Sullo sfondo delle agitazioni di queste settimane contro il progetto governativo di riforma delle pensioni (che vorrebbe portare l’età pensionabile da 62 a 64 anni), si ragiona in Francia sul significato del lavoro e del tempo libero. È la conseguenza – ripetiamolo – di un clima politico molto diverso tra il Paese d’oltralpe e il nostro (vedi qui). Se in Francia c’è ancora una sinistra in campo – all’opposizione di un governo centrista tutto sommato non troppo differente da quello italiano precedente di Draghi, al netto del pasticcio delle “larghe intese” –, se in quel Paese esistono delle garanzie come, poniamo, un salario minimo, se infine l’estrema destra non è già arrivata al governo come in Italia, è più facile che si apra uno spazio per una riflessione non semplicemente occasionale sui destini del lavoro nella società contemporanea.

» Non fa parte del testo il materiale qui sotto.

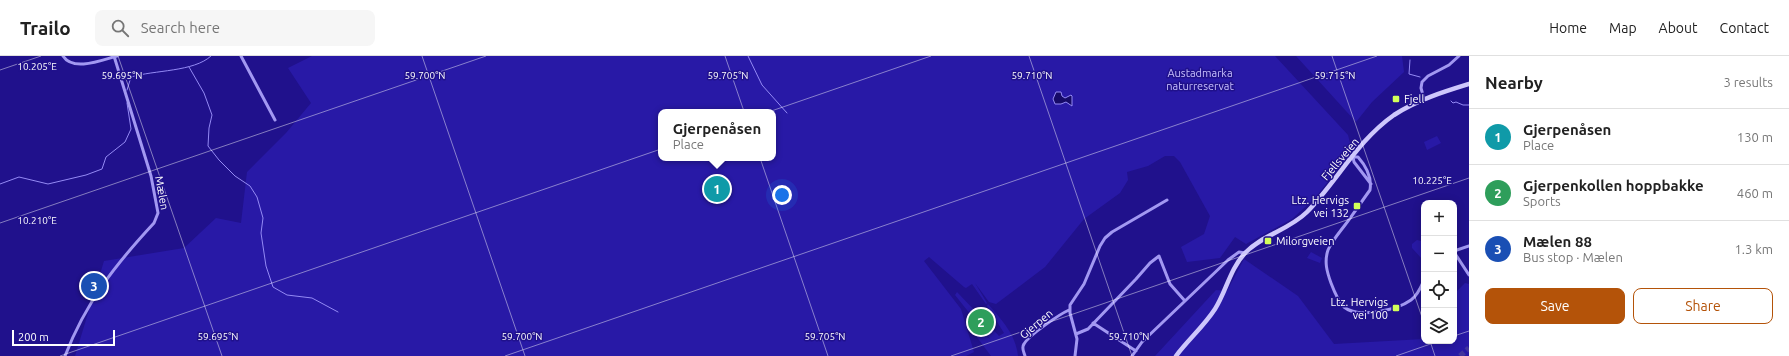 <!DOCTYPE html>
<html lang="en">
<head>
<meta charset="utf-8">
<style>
	:root { --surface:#fff; --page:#f6f6f6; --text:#222; --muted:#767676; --line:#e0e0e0; --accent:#b45309 }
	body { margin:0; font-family:Ubuntu,sans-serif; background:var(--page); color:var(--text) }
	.controls { position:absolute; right:12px; bottom:12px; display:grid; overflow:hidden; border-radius:8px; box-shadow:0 2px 10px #0003 }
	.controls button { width:36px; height:36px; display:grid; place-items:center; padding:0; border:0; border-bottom:1px solid var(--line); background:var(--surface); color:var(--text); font:20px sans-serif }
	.scale { position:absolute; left:12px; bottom:10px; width:103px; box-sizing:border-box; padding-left:4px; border:2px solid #fff; border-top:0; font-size:11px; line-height:14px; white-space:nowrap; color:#fff; -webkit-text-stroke:3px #20118c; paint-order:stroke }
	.you { position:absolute; left:782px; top:139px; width:14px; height:14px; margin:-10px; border:3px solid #fff; border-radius:50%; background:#1a73e8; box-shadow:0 0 0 6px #1a73e833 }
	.badge { display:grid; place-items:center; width:26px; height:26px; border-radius:50%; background:var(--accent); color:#fff; font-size:13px; font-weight:700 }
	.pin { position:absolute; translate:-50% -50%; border:2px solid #fff; box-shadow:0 1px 4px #0006 }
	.popup { position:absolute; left:658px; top:53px; width:118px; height:52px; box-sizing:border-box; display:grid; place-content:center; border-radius:8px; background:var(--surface); filter:drop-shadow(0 1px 3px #0005); font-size:13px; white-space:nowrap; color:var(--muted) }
	.popup b { font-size:15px; color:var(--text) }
	.popup::after { content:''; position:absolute; left:50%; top:100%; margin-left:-8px; border:8px solid transparent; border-top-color:var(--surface) }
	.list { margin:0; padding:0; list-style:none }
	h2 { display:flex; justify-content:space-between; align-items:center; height:52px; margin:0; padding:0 16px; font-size:17px }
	h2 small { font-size:13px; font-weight:400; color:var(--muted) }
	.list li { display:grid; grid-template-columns:26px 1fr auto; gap:12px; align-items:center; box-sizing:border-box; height:56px; padding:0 16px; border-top:1px solid var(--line) }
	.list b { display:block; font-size:15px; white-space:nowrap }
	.list p { margin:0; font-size:13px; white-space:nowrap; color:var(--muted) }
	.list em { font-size:13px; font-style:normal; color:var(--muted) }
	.actions { display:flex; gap:8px; padding:12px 16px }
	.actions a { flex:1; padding:9px 0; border:1px solid var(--accent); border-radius:8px; text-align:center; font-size:14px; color:var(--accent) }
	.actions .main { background:var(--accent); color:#fff }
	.icon { flex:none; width:22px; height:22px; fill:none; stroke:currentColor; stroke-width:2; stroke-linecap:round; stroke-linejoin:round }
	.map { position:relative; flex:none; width:1469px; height:300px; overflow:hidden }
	header { display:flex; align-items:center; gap:24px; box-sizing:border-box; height:56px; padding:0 20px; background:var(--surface); border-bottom:1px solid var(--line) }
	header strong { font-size:19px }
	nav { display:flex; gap:22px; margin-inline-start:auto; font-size:14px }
	.search { width:280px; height:36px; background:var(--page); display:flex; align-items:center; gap:10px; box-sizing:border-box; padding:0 14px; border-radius:8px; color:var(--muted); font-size:15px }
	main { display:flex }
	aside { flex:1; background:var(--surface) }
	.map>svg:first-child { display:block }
	.green { fill:#2819a6; fill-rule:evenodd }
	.water { fill:#160a68; stroke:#948af5 }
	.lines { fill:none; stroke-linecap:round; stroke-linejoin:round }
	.stream { stroke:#948af5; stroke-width:1 }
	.motorway-tunnel { stroke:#41359d; stroke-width:5.5; stroke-dasharray:5.5 3; stroke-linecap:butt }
	.minor { stroke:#a298f2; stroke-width:3 }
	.secondary { stroke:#cec7fc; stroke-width:4.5 }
	.ticks { fill:none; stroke:#fff; stroke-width:1; stroke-opacity:0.45 }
	.poi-dot { fill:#d2ff59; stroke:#20118c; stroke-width:1.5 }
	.labels { text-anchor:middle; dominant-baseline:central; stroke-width:3; stroke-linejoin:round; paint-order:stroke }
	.park-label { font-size:11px; fill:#c6bffd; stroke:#20118c }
	.poi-label { font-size:11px; fill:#fff; stroke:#20118c; text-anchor:start }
	.street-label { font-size:11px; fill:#fff; stroke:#20118c }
	.ticks-label { font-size:10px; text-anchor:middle; fill:#fff; stroke:#20118c; stroke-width:3; stroke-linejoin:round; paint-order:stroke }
</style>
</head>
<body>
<header>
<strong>Trailo</strong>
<div class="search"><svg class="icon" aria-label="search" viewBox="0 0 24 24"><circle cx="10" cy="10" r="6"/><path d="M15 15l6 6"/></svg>Search here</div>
<nav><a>Home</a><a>Map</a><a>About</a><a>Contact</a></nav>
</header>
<main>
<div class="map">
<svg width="1469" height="300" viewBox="0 0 1469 300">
	<rect width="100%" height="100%" fill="#20118c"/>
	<path class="green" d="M312,0h963l73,79 4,16 -37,47 -23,21 -46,25 -11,-7 -15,21 -33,4 -6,-15 23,-13 6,-18 -30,-54 -6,-6h-9l-17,10 -21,6 1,8 -8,13 -36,26 -39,48 -49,37 -7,-2 -14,-19 12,20 -1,1 -14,-20 -6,4 -2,-1 -35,-30 -5,4 37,48 13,43 -8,4h-891l29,-95 80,-13 32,-30 25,5 6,-51 39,-39 25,-30 -23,-35zM661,56h112v46h-112z
		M1296,0h106l2,16 -32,30 -16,20z
		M1437,80l4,7 -14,7 -3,-8z
		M1417,184l4,1 3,3v15h-2l-10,-11v-4z
		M1311,196l11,6 -2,5 -13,-5z
		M1244,203l54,37 36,48 90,-5v2h30v-47l11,-11 4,1v72h-314l61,-66 11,1z
		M957,236l42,44 5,-3 -17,-27 1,-2c14,16 28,31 30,52h-27l-15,-20 3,-1 -14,-19 11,12 14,11 -35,-44z"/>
	<path class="water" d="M1056,36h5l1,4 3,2 6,-3 1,1v10l-6,-4 -5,2h-6l-2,-5z"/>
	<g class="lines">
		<path class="stream" d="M748,0l14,29 25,28
			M1410,4l-1,14 11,3
			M189,11l15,26 8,22 -3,13 -1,18 11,14 16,16 15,10 7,11 6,21 -2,15 5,33 7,21 14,8 25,3 26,14
			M127,34l4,-13c23,-7 63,-5 80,-21
			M1451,45l2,2 3,-1 7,3h6
			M0,128l19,-7 29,7 38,-9 16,-6 4,-12 19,-15 6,-13 -4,-26"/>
		<path class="motorway-tunnel" d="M1460,300l9,-8"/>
		<path class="minor" d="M63,0c10,16 39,4 54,0
			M241,0l34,64
			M1424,43l-3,-11 1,-6 6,-6 21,-11 10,-9
			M1371,128l-17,-22 -1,-5h5c8,9 14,21 12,33 -8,11 -16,23 -25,35 -6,8 -13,16 -17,25 -4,12 -1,22 3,33 3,8 7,18 13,24 14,12 53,3 67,-7 7,-5 10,-13 13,-20
			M1454,195l15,-5
			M1454,196l15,23
			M1093,267l43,28
			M1076,278l12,-5 48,-50 14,-16 9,-7 11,28 15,17
			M65,300c21,-54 50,-91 89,-133l4,-10 -7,-37 -37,-120
			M1025,300c-1,-4 -4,-8 -1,-12 5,-9 36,-30 45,-34
			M1075,300l2,-17 -7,-26v-8l14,-21 16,-38 5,-8 7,-6 55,-32
			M1132,300l10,-14 86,-82 11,-8 6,1"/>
		<path class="secondary" d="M1176,300c12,-16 28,-30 39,-47 11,-17 15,-40 30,-56 17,-18 44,-23 62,-41 30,-31 51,-72 87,-97 23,-15 49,-23 75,-31"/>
	</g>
	<path class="ticks" d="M118,0l104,300M422,0l103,300M725,0l103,300M1029,0l103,300M1332,0l92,267M0,14l41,-14M0,167l486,-167M1454,280l15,-5M1430,285l5,15M60,300l871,-300M505,300l872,-300M951,300l518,-178M1396,300l43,-15"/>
	<g class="poi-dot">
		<rect x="1392" y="39" width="8" height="8" rx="2"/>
		<rect x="1353" y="146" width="8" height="8" rx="2"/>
		<rect x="1264" y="181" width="8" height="8" rx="2"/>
		<rect x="1392" y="248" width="8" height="8" rx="2"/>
	</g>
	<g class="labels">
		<g class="park-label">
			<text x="1200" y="17">Austadmarka<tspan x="1200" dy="13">naturreservat</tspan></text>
		</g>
		<g class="poi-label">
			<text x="1404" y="43">Fjell</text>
			<text x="1349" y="144" text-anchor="end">Ltz. Hervigs<tspan x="1349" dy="13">vei 132</tspan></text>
			<text x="1276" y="185">Milorgveien</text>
			<text x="1388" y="246" text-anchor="end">Ltz. Hervigs<tspan x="1388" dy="13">vei 100</tspan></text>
		</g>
		<g class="street-label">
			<text transform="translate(1340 103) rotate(-50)">Fjellsveien</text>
			<text transform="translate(162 137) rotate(80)">Mælen</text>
			<text transform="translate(1036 268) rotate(-40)">Gjerpen</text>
		</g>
	</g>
	<g class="ticks-label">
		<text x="37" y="14">10.205°E</text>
		<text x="122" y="23">59.695°N</text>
		<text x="425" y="23">59.700°N</text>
		<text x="728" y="23">59.705°N</text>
		<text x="1032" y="23">59.710°N</text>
		<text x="1335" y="23">59.715°N</text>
		<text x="1432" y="128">10.225°E</text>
		<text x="37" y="168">10.210°E</text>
		<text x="218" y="284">59.695°N</text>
		<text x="522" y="284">59.700°N</text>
		<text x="825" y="284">59.705°N</text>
		<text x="1129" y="284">59.710°N</text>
	</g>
</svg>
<div class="controls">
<button>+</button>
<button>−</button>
<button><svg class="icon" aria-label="locate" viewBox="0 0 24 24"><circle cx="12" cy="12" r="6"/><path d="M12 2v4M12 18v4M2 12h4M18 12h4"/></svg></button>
<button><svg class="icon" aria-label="layers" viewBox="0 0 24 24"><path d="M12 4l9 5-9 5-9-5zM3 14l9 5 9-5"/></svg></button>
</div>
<div class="scale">200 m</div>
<div class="you"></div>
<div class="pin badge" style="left:717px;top:133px;background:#0f9aa8">1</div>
<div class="popup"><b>Gjerpenåsen</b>Place</div>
<div class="pin badge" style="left:981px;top:266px;background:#2e9e5b">2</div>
<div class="pin badge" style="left:94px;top:230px;background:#1a4fb4">3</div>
</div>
<aside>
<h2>Nearby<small>3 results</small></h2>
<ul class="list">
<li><span class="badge" style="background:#0f9aa8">1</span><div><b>Gjerpenåsen</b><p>Place</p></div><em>130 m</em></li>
<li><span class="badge" style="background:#2e9e5b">2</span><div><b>Gjerpenkollen hoppbakke</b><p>Sports</p></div><em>460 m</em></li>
<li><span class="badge" style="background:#1a4fb4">3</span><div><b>Mælen 88</b><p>Bus stop · Mælen</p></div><em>1.3 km</em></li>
</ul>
<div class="actions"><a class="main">Save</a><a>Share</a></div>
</aside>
</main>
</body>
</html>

Ne dà conto un articolo apparso su “Le Monde” del 2 febbraio scorso, a firma di Julie Carriat, che definisce la riforma delle pensioni “quasi un’opportunità” per la gauche. Tra parentesi, niente di simile avvenne in Italia al tempo della Fornero, con la cosiddetta sinistra, e gli stessi sindacati, nella trappola di altre “larghe intese”. A fronte di un ministro dell’Interno francese – un ceffo a nome Gérald Darmanin –, che ha denunciato il “gauchismo pigro e bobo”, che nutrirebbe un “profondo disprezzo per il valore lavoro”, la sinistra (forte anche del vecchio testo del genero di Marx, Paul Lafargue, sul Diritto all’ozio) può replicare che il senso della storia consiste in una progressiva riduzione del tempo di lavoro. In altre parole, ci sarà anche un “diritto al lavoro” da proclamare, ma questo non è, non può essere, il centro del discorso. Sta invece in una liberazione dal lavoro il succo di un movimento sociale avanzato. Del resto, già il Partito socialista si era mosso in questo senso negli anni Novanta, con la legge sulle trentacinque ore introdotta dal governo Jospin, sia pure in seguito in vario modo anestetizzata.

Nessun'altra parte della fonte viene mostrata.